Indra and Vrtra
Jaldhar H. Vyas
jaldhar at BRAINCELLS.COM
Thu Oct 17 01:52:51 CDT 2002
Today was Ekadashi and I try and read from the Bhagavata on such days.
Thanks to the list members I had an interesting topic to study.
Srinivas Gadkari wrote:
> vRtra was the Asura killed by Indra using vajra. This event
> is celebrated in the Rg veda. It has been pointed out that vRtra
> is the name for the glaciers of the last ice age. (I have seen this
> mentioned by David Frawley.)
David Frawley is another one of those kooks who conjure up fantasies out
of a "vedic" hat. This is also demonstrably false. Not only is there no
support from the bhashyas of any Acharya (though they do mention another
natural phenomenoas I will explain later) it is a geological fact that the
Ice Age never got as far south as India.
Venkatraman Chandrasekaran wrote:
> If killing Vr~tra was indeed treachery and a misdeed why then Devi,
> Vishnu willingly helped Indra in perpetrating the crime? What is the
> subtle meaning behind this story?
Shrikrishna Ghadiyaram wrote:
> This is an interesting question. But, I do not know if there is any subtle
> meaning for all the accounts of the Purana apart from being accounts of
> the past.
There always is though it may not be immediately discernable. Let me
start by narrating the story as mentioned in the 6th skandha of Bhagavata
Daksha Prajapati had 60 daughters to were given in marriage to various
Gods and Sages. Of those, Aditi and Diti were the wifes of Maharshi
Kashyapa and the mothers of the Devas (thus also called Adityas) and
Daityas respectively. Apart from the fact they eternally quarrelling
there is not a lot of difference between the Devas (some of whom have less
than sterling qualities like Indra in this story) and the Daityas (some of
whom are quite good e.g. Bali, Prahlad.) Yet we call the Devas "Gods" and
the Daityas "demons". Why is this? The names of the mothers give a clue.

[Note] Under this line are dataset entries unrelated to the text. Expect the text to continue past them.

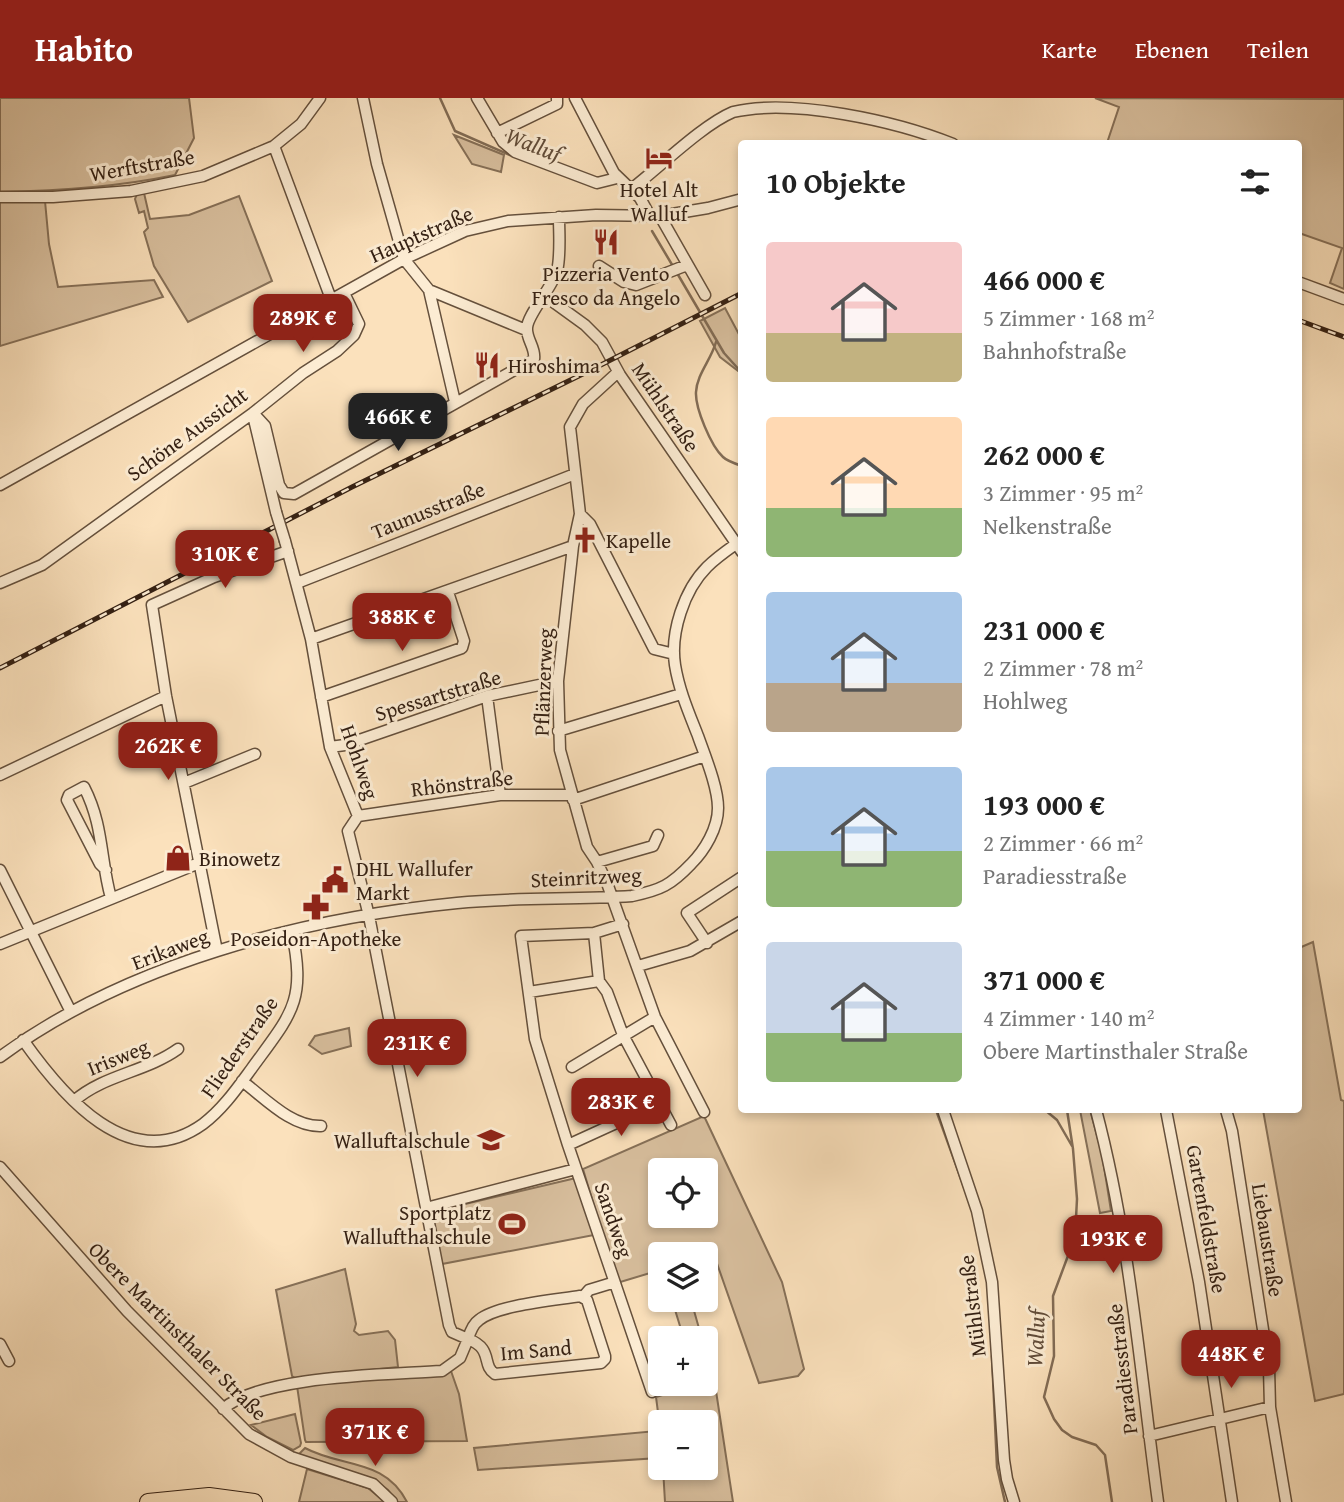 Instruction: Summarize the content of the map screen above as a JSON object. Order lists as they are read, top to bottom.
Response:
{
  "streets": {
    "street": [
      "Werftstraße",
      "Hauptstraße",
      "Mühlstraße",
      "Schöne Aussicht",
      "Taunusstraße",
      "Pflänzerweg",
      "Spessartstraße",
      "Hohlweg",
      "Rhönstraße",
      "Steinritzweg",
      "Erikaweg",
      "Fliederstraße",
      "Irisweg",
      "Gartenfeldstraße",
      "Sandweg",
      "Liebaustraße",
      "Obere Martinsthaler Straße",
      "Im Sand",
      "Paradiesstraße"
    ]
  },
  "crossings": [
    ["Hauptstraße", "Schöne Aussicht"],
    ["Mühlstraße", "Pflänzerweg"],
    ["Schöne Aussicht", "Hohlweg"],
    ["Taunusstraße", "Pflänzerweg"],
    ["Taunusstraße", "Hohlweg"],
    ["Pflänzerweg", "Spessartstraße"],
    ["Pflänzerweg", "Rhönstraße"],
    ["Pflänzerweg", "Steinritzweg"],
    ["Spessartstraße", "Hohlweg"],
    ["Hohlweg", "Rhönstraße"],
    ["Hohlweg", "Steinritzweg"],
    ["Hohlweg", "Erikaweg"],
    ["Hohlweg", "Im Sand"],
    ["Rhönstraße", "Steinritzweg"],
    ["Steinritzweg", "Erikaweg"],
    ["Erikaweg", "Fliederstraße"],
    ["Fliederstraße", "Irisweg"]
  ],
  "water": ["Walluf"],
  "places": {
    "hotel": ["Hotel Alt Walluf"],
    "restaurant": ["Pizzeria Vento Fresco da Angelo", "Hiroshima"],
    "church": ["Kapelle"],
    "shop": ["Binowetz"],
    "public building": ["DHL Wallufer Markt"],
    "pharmacy": ["Poseidon-Apotheke"],
    "school or university": ["Walluftalschule"],
    "sports": ["Sportplatz Wallufthalschule"]
  },
  "page": {
    "header": "Habito",
    "nav": ["Karte", "Ebenen", "Teilen"],
    "heading": "10 Objekte",
    "list": [
      {
        "name": "466 000 €",
        "note": "5 Zimmer · 168 m² · Bahnhofstraße"
      },
      {
        "name": "262 000 €",
        "note": "3 Zimmer · 95 m² · Nelkenstraße"
      },
      {
        "name": "231 000 €",
        "note": "2 Zimmer · 78 m² · Hohlweg"
      },
      {
        "name": "193 000 €",
        "note": "2 Zimmer · 66 m² · Paradiesstraße"
      },
      {
        "name": "371 000 €",
        "note": "4 Zimmer · 140 m² · Obere Martinsthaler Straße"
      }
    ],
    "price": [
      "289K €",
      "466K €",
      "310K €",
      "388K €",
      "262K €",
      "231K €",
      "283K €",
      "193K €",
      "448K €",
      "371K €"
    ],
    "map_buttons": ["+", "−"]
  }
}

Aditi is "Infinite" and Diti is "Finite" The infinite is worthy of
worship not the finite. The Daityas had a sister called Rachana who
became the wife of a Prajapati called Tvashta or Vishwakarma who made
various marvellous creations such as Vishnu Bhagawans' Sudarshan Chakra,
Yamas' danda, Kuberas' palanquin, etc.
Once Indra and His Devas had achieved a great victory over their enemies
and were celebrating in Heaven. Their acharya Brhaspati walked in but
Indra did not notice and didn't get up to pay His respects. Acharya
Brhaspati took offense and left. Only then did Indra notice and though he
belatedly expressed his apologies, it was too late. Brhaspati had
On learning that the Devas were spiritually defenseless, the daityas
renewed their attacks and the Devas suffered defeat after defeat. The
devas resolved to find a new Acharya and on the advice of Brahmaji, chose
Vishwarupa the son of Tvashta.
This Vishwarupa was also called Trishiras on acount of his three heads.
One constantly drank soma, one drank wine, and the third stared as if to
drink up the sky. (some variants of the story say the third head ate food
constantly.) He became the purohit of the Devas and taught Indra the
famous stotra called Narayana kavacha by which the Devas once more became
victorious. However Vishwarupa felt a certain sympathy for his maternal
relatives too and secretly began giving the Daityas a share of the yajna.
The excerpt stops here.